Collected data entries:
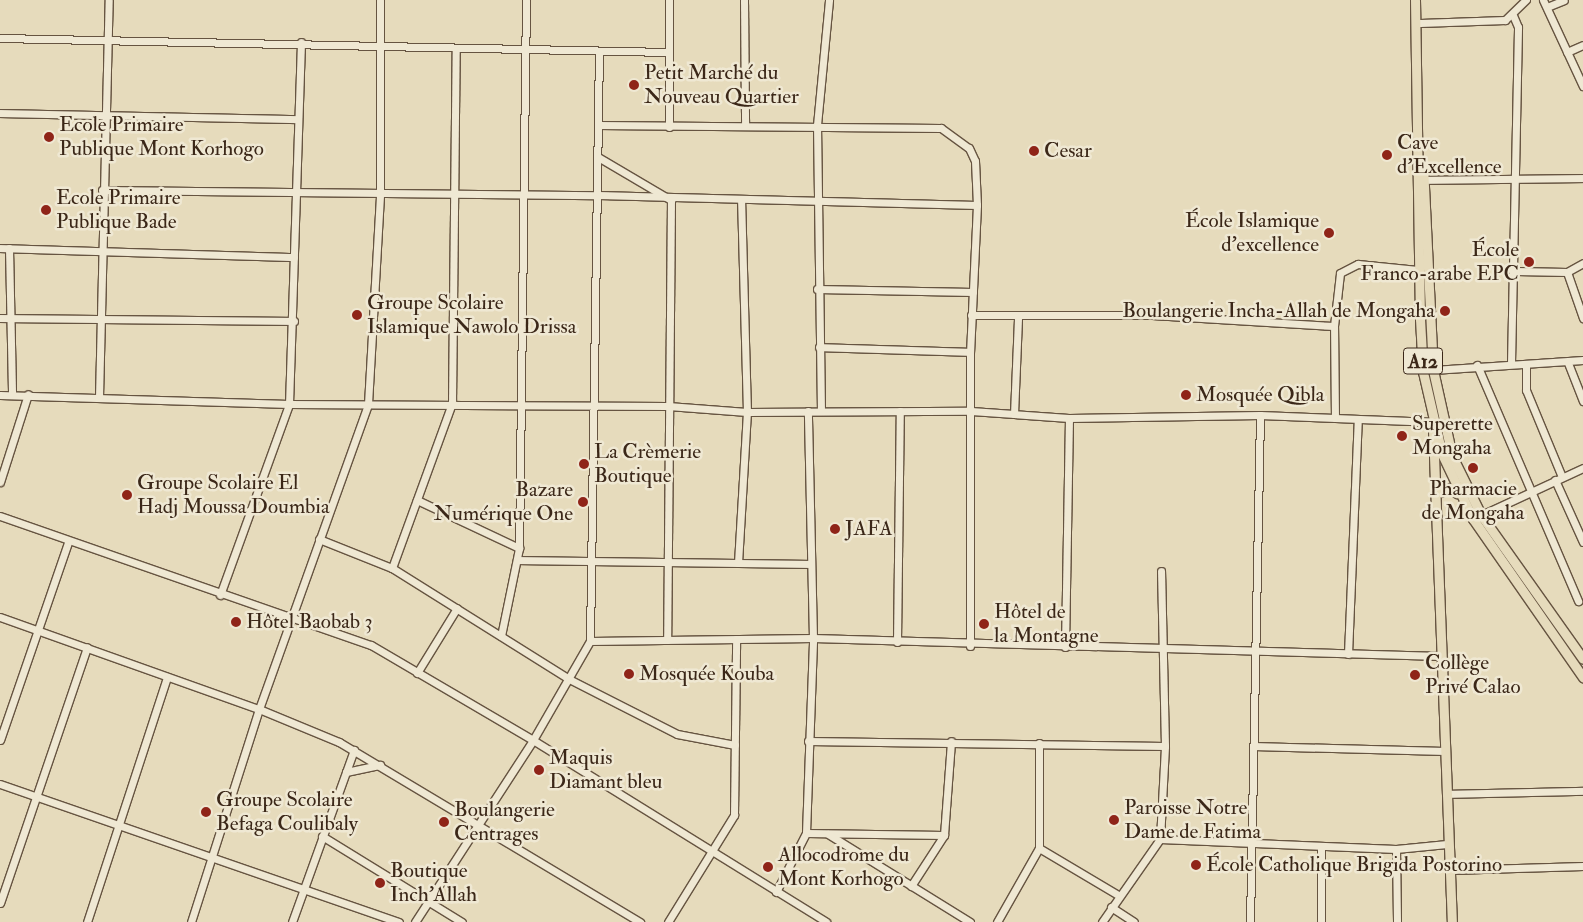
<!DOCTYPE html>
<meta charset="utf-8">
<style>
body{margin:0}
#map{position:relative;width:1583px;height:922px;overflow:hidden;background:#e6dbbc;font-family:"IM FELL Double Pica",serif}
div>[style]{position:absolute}
[style*='--x']{left:calc(var(--x)*1px);top:calc(var(--y)*1px);width:calc(var(--w)*1px);rotate:calc(var(--a)*1deg)}
.roads{filter:drop-shadow(1px 0 #665441) drop-shadow(-1px 0 #665441) drop-shadow(0 1px #665441) drop-shadow(0 -1px #665441)}
.minor>*{height:7px;margin:-3.5px;padding:0 3.5px;transform-origin:3.5px;border-radius:3.5px;background:#efe8d3}
.major>*{height:9px;margin:-4.5px;padding:0 4.5px;transform-origin:4.5px;border-radius:4.5px;background:#e6dbbc}
.dots>*{width:14px;height:14px;translate:-50% -50%;box-sizing:border-box;border:2px solid #efe8d3;border-radius:50%}
span{translate:-50% -50%;white-space:nowrap;text-align:center;line-height:1.15;-webkit-text-stroke:5px #efe8d3;paint-order:stroke}
.shield-label span{padding:1px 4px;background:#efe8d3;border:1px solid;border-radius:4px;-webkit-text-stroke-width:0}
.shield-label{font-size:20px;color:#3b2718;font-weight:700}
.poi-label{font-size:21px;color:#3b2718}
.left{translate:0 -50%;text-align:left}
.right{translate:-100% -50%;text-align:right}
</style>
<div id="map">
<div class="roads">
<div class="minor">
<i style="--x:744;--y:0;--w:126;--a:89.5"></i>
<i style="--x:1543;--y:0;--w:95;--a:65.1"></i>
<i style="--x:1547;--y:7;--w:18;--a:-22"></i>
<i style="--x:1420;--y:23;--w:85;--a:-2"></i>
<i style="--x:1505;--y:20;--w:29;--a:-44"></i>
<i style="--x:0;--y:38;--w:669;--a:1.2"></i>
<i style="--x:1567;--y:52;--w:17;--a:-24"></i>
<i style="--x:0;--y:113;--w:298;--a:1.2"></i>
<i style="--x:598;--y:125;--w:343;--a:0.5"></i>
<i style="--x:941;--y:128;--w:34;--a:36"></i>
<i style="--x:969;--y:148;--w:14;--a:65"></i>
<i style="--x:975;--y:161;--w:44;--a:87.4"></i>
<i style="--x:977;--y:205;--w:147;--a:92.7"></i>
<i style="--x:970;--y:352;--w:294;--a:90"></i>
<i style="--x:669;--y:127;--w:127;--a:-90"></i>
<i style="--x:598;--y:157;--w:85;--a:30.5"></i>
<i style="--x:671;--y:200;--w:440;--a:90.5"></i>
<i style="--x:1418;--y:180;--w:165;--a:-0.7"></i>
<i style="--x:102;--y:190;--w:495;--a:0.6"></i>
<i style="--x:597;--y:195;--w:380;--a:1.5"></i>
<i style="--x:0;--y:248;--w:294;--a:1.8"></i>
<i style="--x:9;--y:248;--w:146;--a:88.8"></i>
<i style="--x:1516;--y:271;--w:51;--a:1.1"></i>
<i style="--x:1567;--y:272;--w:18;--a:-29"></i>
<i style="--x:1567;--y:272;--w:49;--a:70.8"></i>
<i style="--x:817;--y:289;--w:156;--a:1.1"></i>
<i style="--x:971;--y:315;--w:181;--a:0"></i>
<i style="--x:1152;--y:315;--w:182;--a:3.5"></i>
<i style="--x:0;--y:318;--w:294;--a:0.6"></i>
<i style="--x:819;--y:347;--w:151;--a:1.9"></i>
<i style="--x:1511;--y:363;--w:336;--a:-88.8"></i>
<i style="--x:1518;--y:27;--w:13;--a:-113"></i>
<i style="--x:1568;--y:363;--w:41;--a:68.5"></i>
<i style="--x:1526;--y:364;--w:26;--a:90"></i>
<i style="--x:1526;--y:390;--w:94;--a:67.5"></i>
<i style="--x:1477;--y:365;--w:257;--a:66.8"></i>
<i style="--x:1433;--y:370;--w:150;--a:-3.8"></i>
<i style="--x:0;--y:395;--w:289;--a:1.8"></i>
<i style="--x:289;--y:404;--w:379;--a:0.3"></i>
<i style="--x:668;--y:406;--w:79;--a:4.3"></i>
<i style="--x:747;--y:412;--w:224;--a:-0.3"></i>
<i style="--x:971;--y:411;--w:98;--a:4.1"></i>
<i style="--x:1069;--y:418;--w:191;--a:-0.9"></i>
<i style="--x:1260;--y:415;--w:175;--a:2.3"></i>
<i style="--x:99;--y:397;--w:397;--a:-88.6"></i>
<i style="--x:821;--y:411;--w:286;--a:-90.8"></i>
<i style="--x:817;--y:125;--w:126;--a:-84.5"></i>
<i style="--x:1014;--y:414;--w:97;--a:-87.6"></i>
<i style="--x:1335;--y:418;--w:92;--a:-90.6"></i>
<i style="--x:1334;--y:326;--w:53;--a:-83.5"></i>
<i style="--x:1340;--y:273;--w:20;--a:-27"></i>
<i style="--x:1358;--y:264;--w:60;--a:5.7"></i>
<i style="--x:1555;--y:480;--w:68;--a:65.7"></i>
<i style="--x:0;--y:482;--w:92;--a:-72.3"></i>
<i style="--x:417;--y:500;--w:113;--a:25.2"></i>
<i style="--x:0;--y:516;--w:393;--a:19.2"></i>
<i style="--x:371;--y:645;--w:188;--a:30.4"></i>
<i style="--x:533;--y:740;--w:345;--a:31.8"></i>
<i style="--x:1477;--y:517;--w:117;--a:-24.8"></i>
<i style="--x:319;--y:539;--w:79;--a:21.7"></i>
<i style="--x:392;--y:568;--w:209;--a:32.1"></i>
<i style="--x:569;--y:679;--w:121;--a:27"></i>
<i style="--x:677;--y:734;--w:59;--a:10.7"></i>
<i style="--x:518;--y:560;--w:291;--a:0.8"></i>
<i style="--x:738;--y:563;--w:151;--a:-86.6"></i>
<i style="--x:747;--y:412;--w:212;--a:-91.6"></i>
<i style="--x:392;--y:568;--w:176;--a:-70"></i>
<i style="--x:452;--y:403;--w:355;--a:-89.4"></i>
<i style="--x:220;--y:595;--w:203;--a:-70.1"></i>
<i style="--x:289;--y:404;--w:362;--a:-88.1"></i>
<i style="--x:0;--y:617;--w:275;--a:19.6"></i>
<i style="--x:259;--y:709;--w:87;--a:22.4"></i>
<i style="--x:339;--y:742;--w:351;--a:30.9"></i>
<i style="--x:501;--y:636;--w:90;--a:-78.4"></i>
<i style="--x:519;--y:548;--w:548;--a:-89.27"></i>
<i style="--x:590;--y:641;--w:223;--a:-0.8"></i>
<i style="--x:813;--y:638;--w:628;--a:1.64"></i>
<i style="--x:897;--y:642;--w:231;--a:-89.3"></i>
<i style="--x:1065;--y:647;--w:229;--a:-89"></i>
<i style="--x:1348;--y:654;--w:235;--a:-87.6"></i>
<i style="--x:417;--y:673;--w:76;--a:-58.4"></i>
<i style="--x:0;--y:740;--w:209;--a:-71"></i>
<i style="--x:808;--y:741;--w:357;--a:0.8"></i>
<i style="--x:1039;--y:743;--w:105;--a:90"></i>
<i style="--x:1039;--y:848;--w:92;--a:30.7"></i>
<i style="--x:1253;--y:746;--w:192;--a:1.5"></i>
<i style="--x:346;--y:772;--w:35;--a:-12"></i>
<i style="--x:0;--y:784;--w:422;--a:19.1"></i>
<i style="--x:1446;--y:794;--w:137;--a:-1.3"></i>
<i style="--x:806;--y:833;--w:138;--a:0.8"></i>
<i style="--x:828;--y:834;--w:167;--a:31.8"></i>
<i style="--x:322;--y:836;--w:164;--a:31.6"></i>
<i style="--x:1160;--y:839;--w:236;--a:2.4"></i>
<i style="--x:1396;--y:849;--w:51;--a:-5.6"></i>
<i style="--x:1396;--y:849;--w:73;--a:89.2"></i>
<i style="--x:1450;--y:870;--w:133;--a:-1.7"></i>
<i style="--x:911;--y:886;--w:61;--a:-57.1"></i>
<i style="--x:944;--y:835;--w:94;--a:-85.7"></i>
<i style="--x:776;--y:892;--w:66;--a:-63"></i>
<i style="--x:806;--y:833;--w:195;--a:-87.9"></i>
<i style="--x:813;--y:638;--w:227;--a:-91.3"></i>
<i style="--x:0;--y:903;--w:270;--a:-71.2"></i>
<i style="--x:1111;--y:907;--w:27;--a:33"></i>
<i style="--x:87;--y:922;--w:258;--a:-71.9"></i>
<i style="--x:191;--y:922;--w:224;--a:-72.3"></i>
<i style="--x:259;--y:709;--w:324;--a:-70.3"></i>
<i style="--x:368;--y:404;--w:211;--a:-86.7"></i>
<i style="--x:380;--y:193;--w:193;--a:-90"></i>
<i style="--x:292;--y:922;--w:183;--a:-70.2"></i>
<i style="--x:415;--y:922;--w:217;--a:-57"></i>
<i style="--x:533;--y:740;--w:114;--a:-60.1"></i>
<i style="--x:590;--y:641;--w:590;--a:-89.13"></i>
<i style="--x:668;--y:922;--w:126;--a:-58.3"></i>
<i style="--x:734;--y:815;--w:176;--a:-89.3"></i>
<i style="--x:997;--y:922;--w:85;--a:-60.4"></i>
<i style="--x:1102;--y:922;--w:101;--a:-55.1"></i>
<i style="--x:1160;--y:839;--w:93;--a:-86.9"></i>
<i style="--x:1165;--y:746;--w:175;--a:-91.3"></i>
<i style="--x:1250;--y:922;--w:507;--a:-88.87"></i>
<i style="--x:1321;--y:922;--w:76;--a:-90"></i>
</div>
<div class="major">
<i style="--x:1415;--y:0;--w:319;--a:89.1"></i>
<i style="--x:1420;--y:319;--w:53;--a:86.8"></i>
<i style="--x:1423;--y:372;--w:84;--a:77"></i>
<i style="--x:1442;--y:454;--w:72;--a:64.5"></i>
<i style="--x:1473;--y:519;--w:193;--a:55.2"></i>
<i style="--x:1423;--y:166;--w:204;--a:87.2"></i>
<i style="--x:1433;--y:370;--w:88;--a:77.5"></i>
<i style="--x:1452;--y:456;--w:66;--a:63.8"></i>
<i style="--x:1481;--y:515;--w:176;--a:54.7"></i>
<i style="--x:1433;--y:430;--w:492;--a:87.8"></i>
<i style="--x:1435;--y:494;--w:16;--a:-22"></i>
<i style="--x:1450;--y:488;--w:9;--a:36"></i>
</div>
</div>
<div class="dots">
<i style="left:634px;top:85px;background:#8f2418"></i>
<i style="left:49px;top:137px;background:#8f2418"></i>
<i style="left:1034px;top:151px;background:#8f2418"></i>
<i style="left:1387px;top:155px;background:#8f2418"></i>
<i style="left:46px;top:210px;background:#8f2418"></i>
<i style="left:1329px;top:233px;background:#8f2418"></i>
<i style="left:1529px;top:262px;background:#8f2418"></i>
<i style="left:1445px;top:311px;background:#8f2418"></i>
<i style="left:357px;top:315px;background:#8f2418"></i>
<i style="left:1186px;top:395px;background:#8f2418"></i>
<i style="left:1402px;top:436px;background:#8f2418"></i>
<i style="left:584px;top:464px;background:#8f2418"></i>
<i style="left:1473px;top:468px;background:#8f2418"></i>
<i style="left:127px;top:495px;background:#8f2418"></i>
<i style="left:583px;top:502px;background:#8f2418"></i>
<i style="left:835px;top:529px;background:#8f2418"></i>
<i style="left:236px;top:622px;background:#8f2418"></i>
<i style="left:984px;top:624px;background:#8f2418"></i>
<i style="left:629px;top:674px;background:#8f2418"></i>
<i style="left:1415px;top:675px;background:#8f2418"></i>
<i style="left:539px;top:770px;background:#8f2418"></i>
<i style="left:206px;top:812px;background:#8f2418"></i>
<i style="left:1114px;top:820px;background:#8f2418"></i>
<i style="left:444px;top:822px;background:#8f2418"></i>
<i style="left:1196px;top:865px;background:#8f2418"></i>
<i style="left:768px;top:867px;background:#8f2418"></i>
<i style="left:380px;top:883px;background:#8f2418"></i>
</div>
<div class="shield-label">
<span style="left:1423px;top:361px">A12</span>
</div>
<div class="poi-label">
<span class="left" style="left:644px;top:85px">Petit Marché du<br>Nouveau Quartier</span>
<span class="left" style="left:59px;top:137px">Ecole Primaire<br>Publique Mont Korhogo</span>
<span class="left" style="left:1397px;top:155px">Cave<br>d'Excellence</span>
<span class="left" style="left:1044px;top:151px">Cesar</span>
<span class="left" style="left:56px;top:210px">Ecole Primaire<br>Publique Bade</span>
<span class="right" style="left:1319px;top:233px">École Islamique<br>d'excellence</span>
<span class="right" style="left:1519px;top:262px">École<br>Franco-arabe EPC</span>
<span class="left" style="left:367px;top:315px">Groupe Scolaire<br>Islamique Nawolo Drissa</span>
<span class="right" style="left:1435px;top:311px">Boulangerie Incha-Allah de Mongaha</span>
<span class="left" style="left:1196px;top:395px">Mosquée Qibla</span>
<span class="left" style="left:1412px;top:436px">Superette<br>Mongaha</span>
<span class="left" style="left:594px;top:464px">La Crèmerie<br>Boutique</span>
<span class="left" style="left:137px;top:495px">Groupe Scolaire El<br>Hadj Moussa Doumbia</span>
<span style="left:1473px;top:501px">Pharmacie<br>de Mongaha</span>
<span class="right" style="left:573px;top:502px">Bazare<br>Numérique One</span>
<span class="left" style="left:845px;top:529px">JAFA</span>
<span class="left" style="left:994px;top:624px">Hôtel de<br>la Montagne</span>
<span class="left" style="left:246px;top:622px">Hôtel Baobab 3</span>
<span class="left" style="left:1425px;top:675px">Collège<br>Privé Calao</span>
<span class="left" style="left:639px;top:674px">Mosquée Kouba</span>
<span class="left" style="left:549px;top:770px">Maquis<br>Diamant bleu</span>
<span class="left" style="left:216px;top:812px">Groupe Scolaire<br>Befaga Coulibaly</span>
<span class="left" style="left:1124px;top:820px">Paroisse Notre<br>Dame de Fatima</span>
<span class="left" style="left:454px;top:822px">Boulangerie<br>Centrages</span>
<span class="left" style="left:778px;top:867px">Allocodrome du<br>Mont Korhogo</span>
<span class="left" style="left:1206px;top:865px">École Catholique Brigida Postorino</span>
<span class="left" style="left:390px;top:883px">Boutique<br>Inch'Allah</span>
</div>
</div>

Exercise directions
Return each line of the records above in which the word "width" occurs.

Task answer
#map{position:relative;width:1583px;height:922px;overflow:hidden;background:#e6dbbc;font-family:"IM FELL Double Pica",serif}
[style*='--x']{left:calc(var(--x)*1px);top:calc(var(--y)*1px);width:calc(var(--w)*1px);rotate:calc(var(--a)*1deg)}
.dots>*{width:14px;height:14px;translate:-50% -50%;box-sizing:border-box;border:2px solid #efe8d3;border-radius:50%}
.shield-label span{padding:1px 4px;background:#efe8d3;border:1px solid;border-radius:4px;-webkit-text-stroke-width:0}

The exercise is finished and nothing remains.